Inutile lo screening mammografico per il tumore al seno prima dei 50 anni
Secondo un recente studio canadese questa pratica farebbe piuttosto aumentare il rischio di sovradiagnosi e sovratrattamento, dalle biopsie alla cura aggressiva di tumori destinati a non avere conseguenze cliniche di rilievo.
Risale solo alla fine dell’anno scorso l’acceso dibattito sollevato dalla pubblicazione di una revisione sistematica degli studi sull’effetto della mammografia come strumento di screening di massa per la prevenzione del tumore al seno (The Lancet, ottobre 2001). Gli autori dello studio, i danesi Ole Olsen e Peter Goetszche, giunsero in proposito a conclusioni assai meno positive di quelle alle quali erano giunte molte revisioni precedenti. Ma gran parte del mondo scientifico affermò che le loro conclusioni erano viziate dall’aver escluso dalla meta-analisi alcune ricerche fondamentali, benché metodologicamente imperfette.
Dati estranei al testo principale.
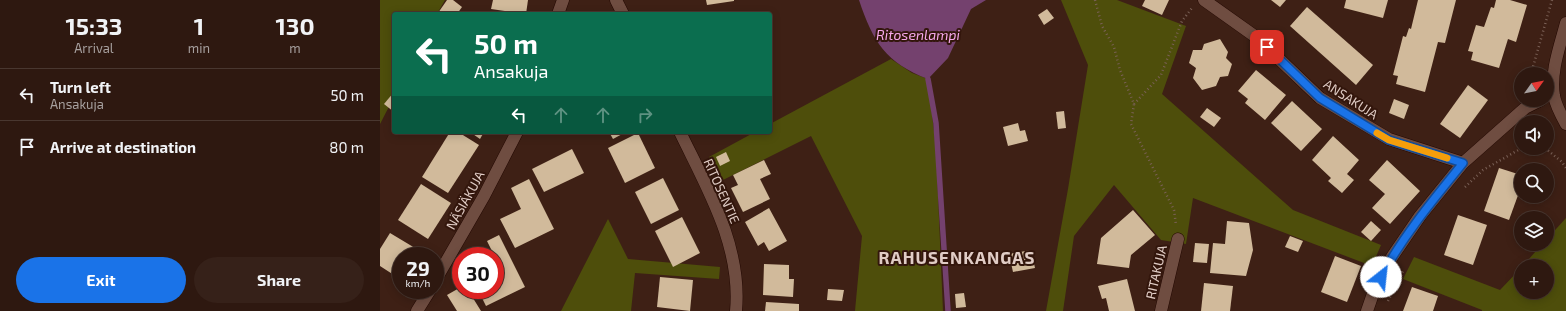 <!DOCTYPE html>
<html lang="en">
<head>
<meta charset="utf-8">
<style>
	body { margin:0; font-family:"Exo 2",sans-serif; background:#362119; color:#f1f3f6; height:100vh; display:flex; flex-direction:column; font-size:15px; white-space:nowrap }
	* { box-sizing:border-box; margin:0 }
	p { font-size:13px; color:#a7a09f }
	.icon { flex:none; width:22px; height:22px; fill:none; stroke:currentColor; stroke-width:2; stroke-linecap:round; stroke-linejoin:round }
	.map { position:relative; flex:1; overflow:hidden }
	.panel { display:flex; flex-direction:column; background:#2e1810; width:380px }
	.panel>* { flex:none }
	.top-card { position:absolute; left:12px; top:12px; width:380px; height:122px; border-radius:4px; box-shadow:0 2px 10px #0003,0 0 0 1px #493730; background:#0b6e4f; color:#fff; overflow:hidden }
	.needle { width:26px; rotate:57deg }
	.fabs { position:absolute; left:1134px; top:67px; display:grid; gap:8px }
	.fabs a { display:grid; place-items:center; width:40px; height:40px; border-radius:50%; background:#2e1810; box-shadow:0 2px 10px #0003,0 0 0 1px #493730; font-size:20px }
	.speed { position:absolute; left:12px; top:247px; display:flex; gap:8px; font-size:20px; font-weight:700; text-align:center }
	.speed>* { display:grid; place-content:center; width:52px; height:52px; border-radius:50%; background:#2e1810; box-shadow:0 2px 10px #0003,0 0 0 1px #493730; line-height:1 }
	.speed small { font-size:10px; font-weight:400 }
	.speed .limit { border:6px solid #d22; background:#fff; color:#111 }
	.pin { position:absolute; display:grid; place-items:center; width:34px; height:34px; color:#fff; margin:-17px; border-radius:8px; box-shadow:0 2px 6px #0006 }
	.me { position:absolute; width:44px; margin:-22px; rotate:29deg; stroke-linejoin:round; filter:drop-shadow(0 0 3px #0008) }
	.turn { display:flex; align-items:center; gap:14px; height:84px; padding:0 16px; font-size:18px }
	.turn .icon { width:52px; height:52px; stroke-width:2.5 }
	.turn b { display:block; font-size:28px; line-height:34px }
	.lanes { display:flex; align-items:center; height:38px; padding:0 16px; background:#0003; justify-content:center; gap:20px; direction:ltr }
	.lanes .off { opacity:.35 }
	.eta { display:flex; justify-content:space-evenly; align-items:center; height:68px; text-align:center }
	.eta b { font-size:24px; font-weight:700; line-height:28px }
	.button { display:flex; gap:8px; margin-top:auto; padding:8px 16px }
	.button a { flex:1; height:46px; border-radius:24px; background:#1a73e8; color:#fff; font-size:16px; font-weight:700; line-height:46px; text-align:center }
	.button a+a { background:#362119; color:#f1f3f6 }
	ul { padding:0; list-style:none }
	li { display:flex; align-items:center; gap:12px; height:52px; padding:0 16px; border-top:1px solid #493730 }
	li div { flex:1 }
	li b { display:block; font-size:15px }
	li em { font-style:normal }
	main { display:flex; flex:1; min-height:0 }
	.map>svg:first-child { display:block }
</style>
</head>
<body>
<main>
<section class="panel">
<div class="eta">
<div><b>15:33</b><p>Arrival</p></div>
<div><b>1</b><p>min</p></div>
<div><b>130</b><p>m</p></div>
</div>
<ul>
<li><svg class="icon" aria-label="left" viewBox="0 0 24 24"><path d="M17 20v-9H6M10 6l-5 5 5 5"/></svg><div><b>Turn left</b><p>Ansakuja</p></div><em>50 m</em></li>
<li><svg class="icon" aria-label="arrive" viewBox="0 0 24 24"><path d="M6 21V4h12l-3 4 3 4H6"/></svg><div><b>Arrive at destination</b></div><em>80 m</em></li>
</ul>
<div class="button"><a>Exit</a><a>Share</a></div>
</section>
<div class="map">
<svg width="1186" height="311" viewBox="0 0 1186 311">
	<rect width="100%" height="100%" fill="#3e2015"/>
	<g fill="#4e4e0b">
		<path d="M 0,0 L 65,0 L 57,14 L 14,14 L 14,97 L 0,124 Z"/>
		<path d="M 681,0 L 737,0 L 806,26 L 782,94 L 913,210 L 1001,245 L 992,266 L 813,198 L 806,244 L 781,240 L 734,185 L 694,236 L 683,311 L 666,311 L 688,189 L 708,65 Z"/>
		<path d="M 511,59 L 532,73 L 548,79 L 556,149 L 563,311 L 475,311 L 482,236 L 431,136 L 341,181 L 329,157 L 375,132 L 390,132 L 390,124 Z"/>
		<path d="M 1186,218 L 1186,311 L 1102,311 L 1102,310 L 1023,279 L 1034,257 L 1120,290 L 1141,268 L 1141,292 L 1167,292 L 1167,266 L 1143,266 L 1162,244 L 1167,244 L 1167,239 Z"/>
		<path d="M 228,219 L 248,259 L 340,267 L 339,279 L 255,273 L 251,311 L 181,311 Z"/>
	</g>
	<path fill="#74416e" d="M 479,0 L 606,0 L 591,9 L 568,58 L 548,79 C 506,63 493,42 479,0 Z"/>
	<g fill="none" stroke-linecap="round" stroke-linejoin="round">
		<path stroke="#74416e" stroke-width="5.5" d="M 548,79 L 556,123 L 568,311"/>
	</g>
	<g fill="#d1ba9b">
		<path d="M 67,0 L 73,0 L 82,7 L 77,14 L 58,13 Z"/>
		<path d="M 113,0 L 148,0 L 146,14 L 111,9 Z"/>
		<path d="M 326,0 L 354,0 L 354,1 L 327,5 Z"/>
		<path d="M 765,0 L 789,0 L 782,15 L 762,6 Z"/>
		<path d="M 891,0 L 906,0 L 900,7 Z"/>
		<path d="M 966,0 L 1008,0 L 1003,18 L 964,8 Z"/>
		<path d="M 1038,0 L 1076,0 L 1065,43 L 1058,42 L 1045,92 L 1016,84 L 1018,76 L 1013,75 L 1023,36 L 1026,37 L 1029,28 L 1031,29 Z"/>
		<path d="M 1116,0 L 1130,0 L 1147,5 L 1136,42 L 1128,39 L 1119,68 L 1091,60 L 1093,52 L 1088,51 L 1096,25 L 1104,27 L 1111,7 L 1114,8 Z"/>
		<path d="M 927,7 L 993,65 L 976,85 L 910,26 Z"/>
		<path d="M 667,9 L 674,18 L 664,25 L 658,15 Z"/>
		<path d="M 840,39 L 848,52 L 846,58 L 852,64 L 848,76 L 840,77 L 836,86 L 822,90 L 813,78 L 816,68 L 809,63 L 813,50 L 822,50 L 824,44 Z"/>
		<path d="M 876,70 L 906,95 L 885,120 L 865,103 L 868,99 L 858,91 Z"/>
		<path d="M 1088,85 L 1108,100 L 1080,138 L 1060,124 Z"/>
		<path d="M 14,92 L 14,112 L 4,104 Z"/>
		<path d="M 1014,99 L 1029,105 L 1024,119 L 1009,113 Z"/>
		<path d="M 912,101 L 942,129 L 921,151 L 891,123 Z"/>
		<path d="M 827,108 L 841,118 L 834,127 L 820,117 Z"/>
		<path d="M 684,111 L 686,128 L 678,129 L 676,112 Z"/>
		<path d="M 638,123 L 640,131 L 645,130 L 648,141 L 628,146 L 623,127 Z"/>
		<path d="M 70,132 L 78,132 L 99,145 L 68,193 L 42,177 Z"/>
		<path d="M 90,132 L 104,132 L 100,139 Z"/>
		<path d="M 229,132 L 246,132 L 233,139 Z"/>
		<path d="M 258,133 L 275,168 L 245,183 L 228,148 Z"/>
		<path d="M 953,136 L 979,160 L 967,174 L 974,180 L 962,193 L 948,181 L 951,178 L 932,160 Z"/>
		<path d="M 192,149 L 204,173 L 164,192 L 152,169 Z"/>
		<path d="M 346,152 L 350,161 L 340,166 L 336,157 Z"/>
		<path d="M 384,160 L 391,174 L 380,179 L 390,199 L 363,212 L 351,188 L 358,185 L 353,175 Z"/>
		<path d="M 1007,160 L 1040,191 L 1010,224 L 992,208 L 1005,194 L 989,180 Z"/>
		<path d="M 1119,168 L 1141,175 L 1141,187 L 1129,220 L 1104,211 Z"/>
		<path d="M 283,178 L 299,210 L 271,224 L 255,192 Z"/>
		<path d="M 149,179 L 174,229 L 135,248 L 120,219 L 141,209 L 131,188 Z"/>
		<path d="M 41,184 L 71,203 L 48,239 L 18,220 Z"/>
		<path d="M 389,208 L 407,241 L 389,251 L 384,242 L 378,246 L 365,222 Z"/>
		<path d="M 753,210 L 775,235 L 751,255 L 749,268 L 717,264 L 721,238 Z"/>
		<path d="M 1078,215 L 1107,225 L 1093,265 L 1064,255 Z"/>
		<path d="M 302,217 L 320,253 L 293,267 L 275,231 Z"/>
		<path d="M 847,221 L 869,223 L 873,250 L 866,276 L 830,273 L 833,243 L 845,244 Z"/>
		<path d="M 991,221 L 1001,230 L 991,241 L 981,232 Z"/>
		<path d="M 10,233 L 35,248 L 30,256 L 21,256 L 21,270 L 17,277 L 0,266 L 0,249 Z"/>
		<path d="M 119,235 L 145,287 L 106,306 L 98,290 L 115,290 L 115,272 L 121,269 L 107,241 Z"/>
		<path d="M 910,236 L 923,241 L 918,252 L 905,247 Z"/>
		<path d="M 815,243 L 829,244 L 827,263 L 813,262 Z"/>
		<path d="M 651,250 L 655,268 L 633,272 L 629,254 Z"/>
		<path d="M 955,256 L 981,266 L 967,302 L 941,292 Z"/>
		<path d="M 384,264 L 409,265 L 409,279 L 414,279 L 413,297 L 383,295 Z"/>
		<path d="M 280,277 L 313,280 L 310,311 L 277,307 Z"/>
		<path d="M 747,279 L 755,311 L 729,311 L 726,298 L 722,299 L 718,286 Z"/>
		<path d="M 824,283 L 853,286 L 850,311 L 821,311 Z"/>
		<path d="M 81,287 L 81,290 L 88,290 L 101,311 L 77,311 L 67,295 Z"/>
		<path d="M 1032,287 L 1058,296 L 1053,311 L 1023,311 Z"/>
		<path d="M 448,289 L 464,290 L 462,301 L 447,300 Z"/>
		<path d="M 584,293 L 586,307 L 576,308 L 575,294 Z"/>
		<path d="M 386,302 L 419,304 L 419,311 L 385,311 Z"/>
	</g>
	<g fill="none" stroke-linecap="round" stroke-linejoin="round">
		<g stroke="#230802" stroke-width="13">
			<g id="minor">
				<path d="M 236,0 L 243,14"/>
				<path d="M 824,0 L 876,37 L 940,98 L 1009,139 L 1083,163"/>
				<path d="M 178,14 L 183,0"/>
				<path d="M 1186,23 C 1180,46 1170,72 1174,96 C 1176,106 1181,115 1186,124"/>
				<path d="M 300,132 C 327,188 362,246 356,311"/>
				<path d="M 55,281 L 104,196 L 137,132"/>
				<path d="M 37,311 L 50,290"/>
				<path d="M 781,311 L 798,239"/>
				<path d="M 987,311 L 995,288 L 1012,257 L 1040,216 L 1083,163 L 1145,108 L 1161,100"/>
			</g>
		</g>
		<g stroke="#7a6056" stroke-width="2.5" stroke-dasharray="1 3" stroke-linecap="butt">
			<path d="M 715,0 L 722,26 L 734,47 L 740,70 L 754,104 L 751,124 L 794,210 L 796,225"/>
			<path d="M 1151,74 L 1172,0"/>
			<path d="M 754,104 L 781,75 L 802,21 L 812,8"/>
			<path d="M 1167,134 L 1174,132"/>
			<path d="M 1165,148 L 1182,162 L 1186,168"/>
			<path d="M 1085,187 L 1103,170 L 1142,148"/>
			<path d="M 1008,301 L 1023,271"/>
		</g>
		<use href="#minor" stroke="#6f4d41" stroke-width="12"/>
	</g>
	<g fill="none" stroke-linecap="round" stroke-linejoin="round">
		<g stroke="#114b97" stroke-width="10">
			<path id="route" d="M 887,47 L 940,98 L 1009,140 L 1083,163 C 1053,200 1023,236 1001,277"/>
		</g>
		<use href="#route" stroke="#1a73e8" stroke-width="7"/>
		<path stroke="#f59e0b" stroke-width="7" d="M 997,133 L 1009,140 L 1067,158"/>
	</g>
	<g text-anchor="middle" stroke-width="4" stroke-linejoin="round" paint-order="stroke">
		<g font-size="13" fill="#e0ccc5" stroke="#33160c">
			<text transform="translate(971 99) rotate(33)" y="5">ANSAKUJA</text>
			<text transform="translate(342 191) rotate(66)" y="5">RITOSENTIE</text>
			<text transform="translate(85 200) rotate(-61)" y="5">NÄSIÄKUJA</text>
			<text transform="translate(776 272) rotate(-77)" y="5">RITAKUJA</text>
		</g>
		<g font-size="14" font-style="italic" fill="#f5a7ea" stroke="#33160c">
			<text x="538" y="40">Ritosenlampi</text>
		</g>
		<g font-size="17" font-weight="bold" letter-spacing="1" fill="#e0ccc5" stroke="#33160c">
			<text x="577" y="264">RAHUSENKANGAS</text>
		</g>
	</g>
</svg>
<div class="fabs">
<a><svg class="needle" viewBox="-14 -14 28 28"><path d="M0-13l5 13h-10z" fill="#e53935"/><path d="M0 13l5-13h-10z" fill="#a7a09f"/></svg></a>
<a><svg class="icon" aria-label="sound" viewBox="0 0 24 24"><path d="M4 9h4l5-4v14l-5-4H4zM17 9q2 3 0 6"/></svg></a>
<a><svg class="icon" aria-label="search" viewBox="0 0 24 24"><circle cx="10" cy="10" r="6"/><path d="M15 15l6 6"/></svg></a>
<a><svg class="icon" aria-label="layers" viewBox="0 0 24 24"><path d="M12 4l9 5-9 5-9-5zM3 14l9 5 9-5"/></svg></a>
<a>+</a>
</div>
<div class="speed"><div>29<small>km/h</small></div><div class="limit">30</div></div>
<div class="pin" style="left:887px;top:47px;background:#d93025"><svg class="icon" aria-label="arrive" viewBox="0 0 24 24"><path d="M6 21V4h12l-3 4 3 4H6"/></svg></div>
<svg class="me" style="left:1001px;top:277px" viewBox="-20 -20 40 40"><circle r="19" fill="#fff"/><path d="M0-13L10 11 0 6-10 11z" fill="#1a73e8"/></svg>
<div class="top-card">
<div class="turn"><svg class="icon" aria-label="left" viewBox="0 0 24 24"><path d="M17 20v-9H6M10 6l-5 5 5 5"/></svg><div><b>50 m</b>Ansakuja</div></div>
<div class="lanes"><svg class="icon" aria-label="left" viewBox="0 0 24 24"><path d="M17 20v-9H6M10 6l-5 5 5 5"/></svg><svg class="icon off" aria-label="ahead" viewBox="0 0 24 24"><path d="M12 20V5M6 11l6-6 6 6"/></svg><svg class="icon off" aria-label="ahead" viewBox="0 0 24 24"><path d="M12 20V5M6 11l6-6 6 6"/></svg><svg class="icon off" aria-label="right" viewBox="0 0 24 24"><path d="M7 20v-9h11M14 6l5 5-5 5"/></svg></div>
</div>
</div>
</main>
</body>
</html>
Oggi, uno studio canadese che ha esaminato la mortalità per cancro al seno a distanza di 11-16 anni dall’effettuazione di uno screening quinquennale (Miller AB et al.), conferma l’inutilità di questo strumento, almeno per quanto riguarda la fascia d’età compresa tra i 40 e i 49 anni. A fronte di vantaggi di poco conto, infatti, lo screening innalzerebbe per le donne il rischio di essere sottoposte a trattamenti aggressivi.
Lo studio (Canadian National Breast Screening Study-1) ha seguito 50.430 donne di età compresa tra i 40 e i 49 anni per un periodo medio di 13 anni dopo lo screening (un controllo mammografico e una visita medica annuale per cinque anni, accompagnati da istruzioni su come eseguire l’autopalpazione). Invece che allo screening, il gruppo di controllo è stato sottoposto solo a regolare assistenza medica (compresa mammografia a scopo diagnostico quando ne è emerso il bisogno). Nel periodo di tempo considerato non si è osservata nessuna differenza significativa tra le morti per cancro al seno nei due gruppi (quello sottoposto a screening e quello di controllo).
Considerando complessivamente i dati della ricerca canadese, più quelli raccolti da Olsen e Goetszche, vale la pena di aprire una riflessione sulle informazioni in merito all’efficacia dei programmi di screening che vengono fornite alle donne invitate a sottoporsi alla mammografia, i cui vantaggi per la popolazione femminile nel complesso potrebbero essere stati fin qui sovrastimati.